Aim of the task:
Report every line from the following entries that contains the string "this".

Records to use:
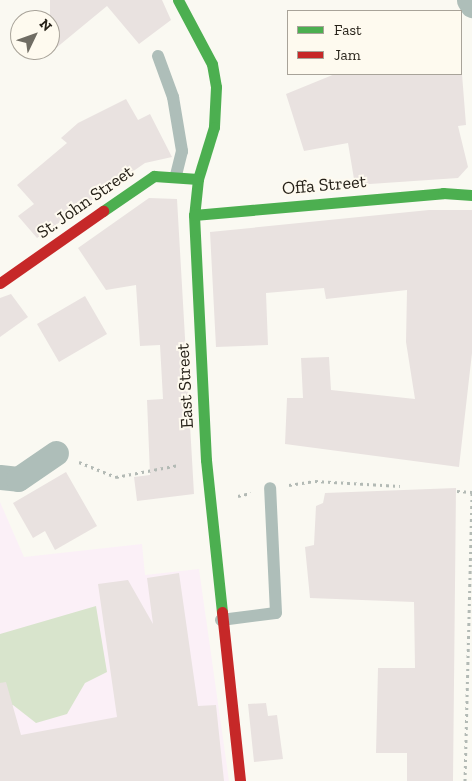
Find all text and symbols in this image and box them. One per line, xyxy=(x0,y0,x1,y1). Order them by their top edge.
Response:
north arrow xyxy=(10,10,60,60)
legend xyxy=(287,10,462,75)
text: N xyxy=(36,16,56,35)
text: Fast xyxy=(334,21,362,39)
text: Jam xyxy=(334,46,361,64)
street label: St. John Street xyxy=(32,161,138,243)
street label: Offa Street xyxy=(281,171,367,199)
street label: East Street xyxy=(172,343,198,429)

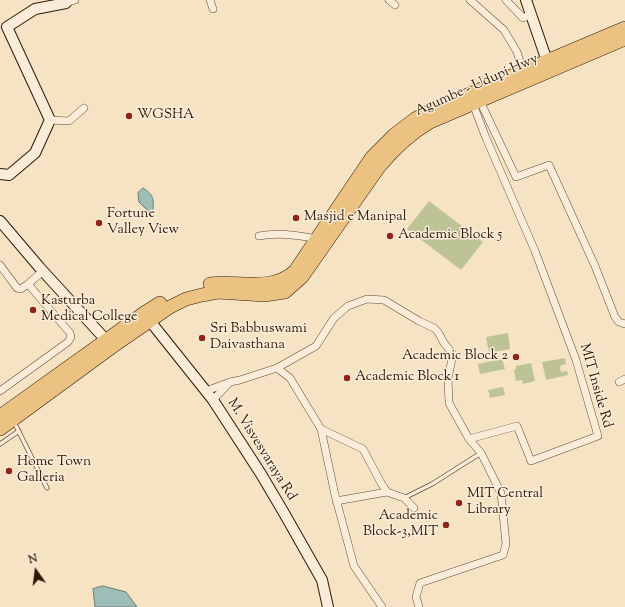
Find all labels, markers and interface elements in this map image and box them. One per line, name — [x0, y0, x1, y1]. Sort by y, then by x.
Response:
street label: Agumbe - Udupi Hwy — [413, 51, 541, 121]
place label: WGSHA — [137, 108, 194, 124]
marker: WGSHA — [124, 111, 134, 121]
place label: Fortune Valley View — [107, 207, 179, 240]
place label: Masjid e Manipal — [304, 210, 407, 226]
marker: Masjid e Manipal — [291, 213, 301, 223]
marker: Fortune Valley View — [94, 218, 104, 228]
place label: Academic Block 5 — [398, 228, 502, 244]
marker: Academic Block 5 — [385, 231, 395, 241]
place label: Kasturba Medical College — [41, 294, 138, 326]
marker: Kasturba Medical College — [28, 305, 38, 315]
place label: Sri Babbuswami Daivasthana — [210, 322, 307, 354]
marker: Sri Babbuswami Daivasthana — [197, 333, 207, 343]
street label: MIT Inside Rd — [575, 342, 615, 430]
place label: Academic Block 2 — [402, 349, 508, 365]
marker: Academic Block 2 — [511, 352, 521, 362]
place label: Academic Block 1 — [355, 370, 459, 386]
marker: Academic Block 1 — [342, 373, 352, 383]
street label: M. Visvesvaraya Rd — [223, 396, 299, 504]
place label: Home Town Galleria — [17, 455, 91, 488]
marker: Home Town Galleria — [4, 466, 14, 476]
place label: MIT Central Library — [467, 487, 543, 520]
marker: MIT Central Library — [454, 498, 464, 508]
place label: Academic Block-3,MIT — [363, 509, 438, 542]
marker: Academic Block-3,MIT — [441, 520, 451, 530]
north arrow — [16, 551, 56, 591]
text: N — [27, 551, 39, 568]

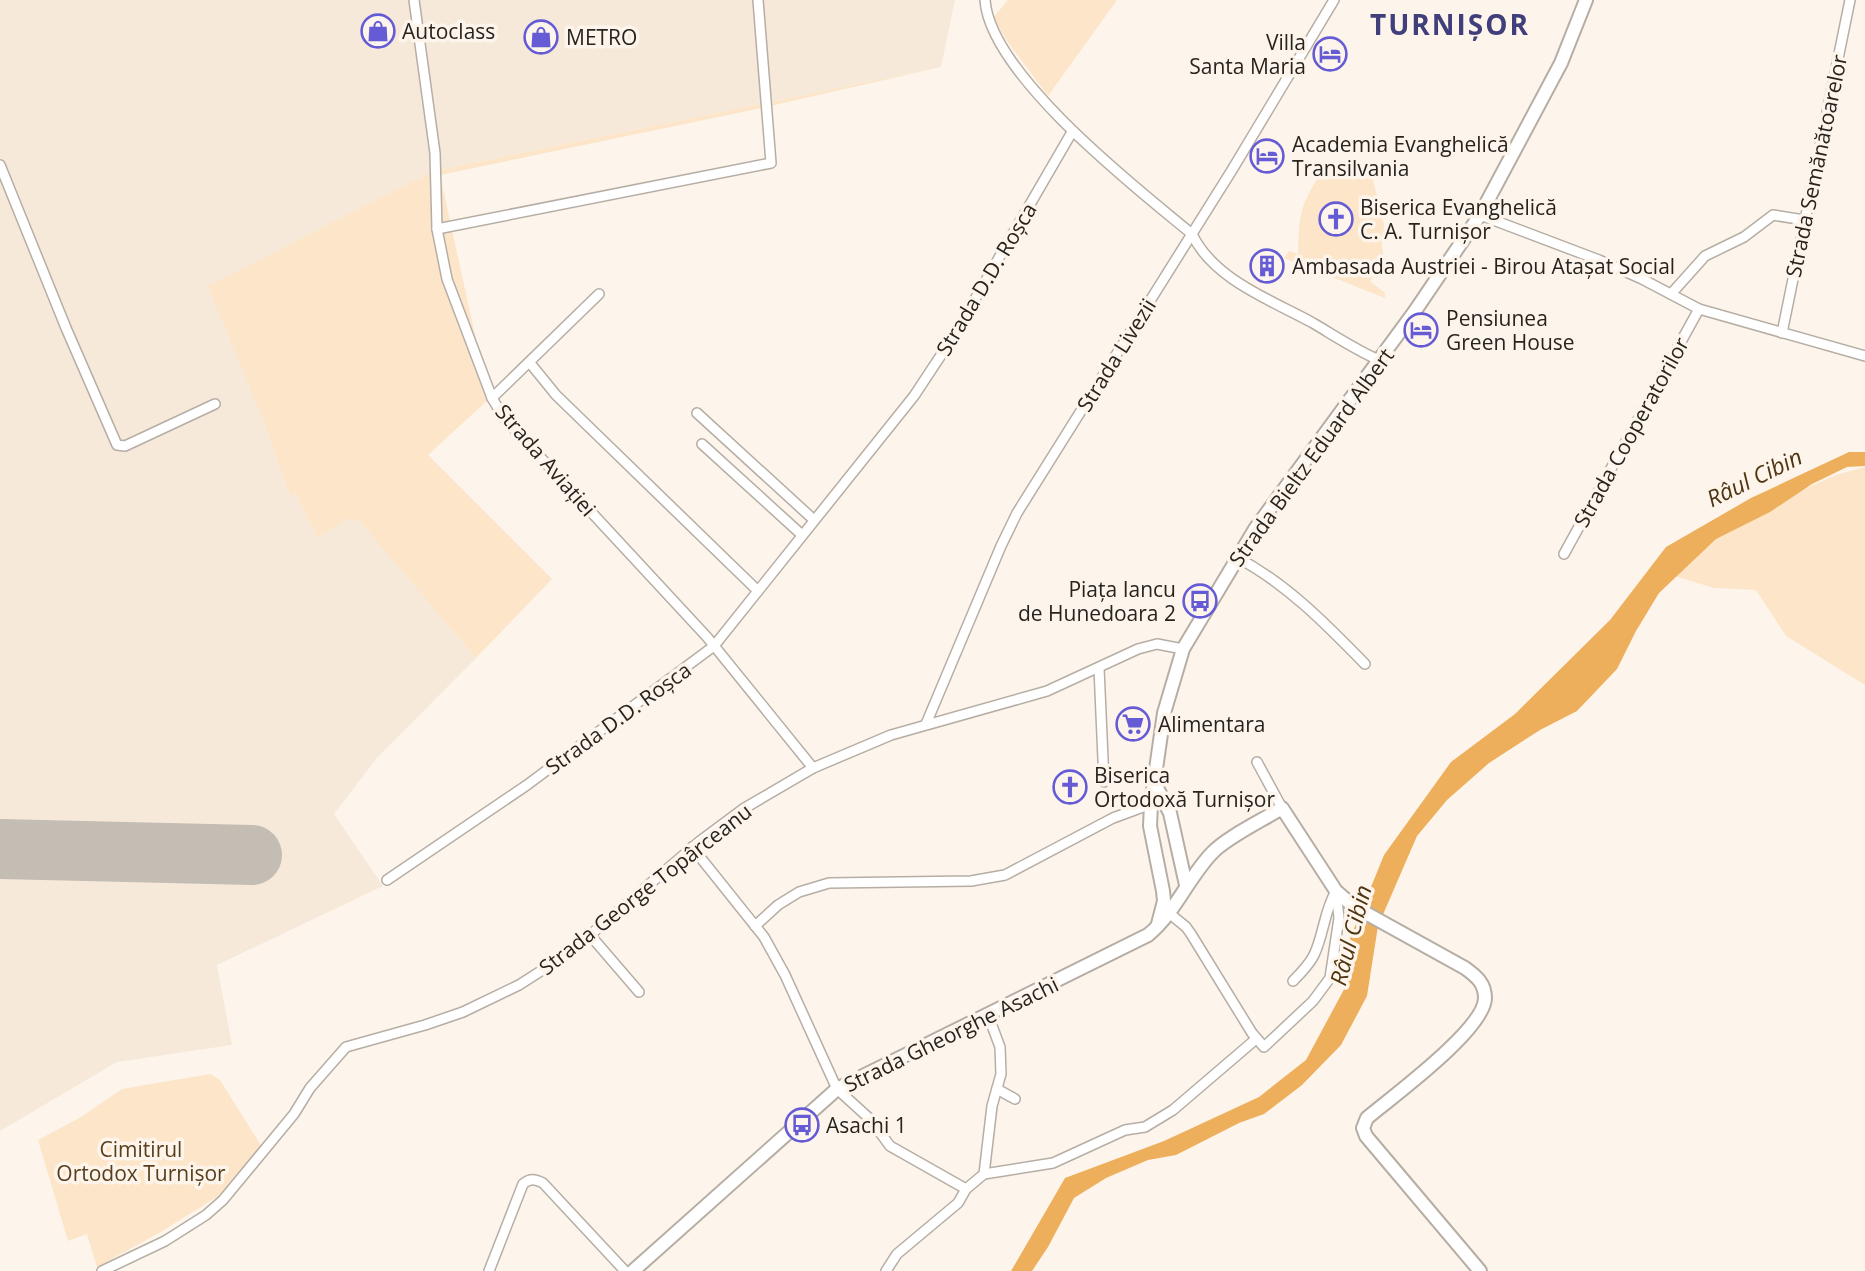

Solution:
Find all text and symbols in this image and box them. One per line, xyxy=(x0,y0,x1,y1). Order them by their top edge.
Find all labels, markers and interface elements in this map image and box them. One per line, name — [x0, y0, x1, y1]. Sort by y, then by x.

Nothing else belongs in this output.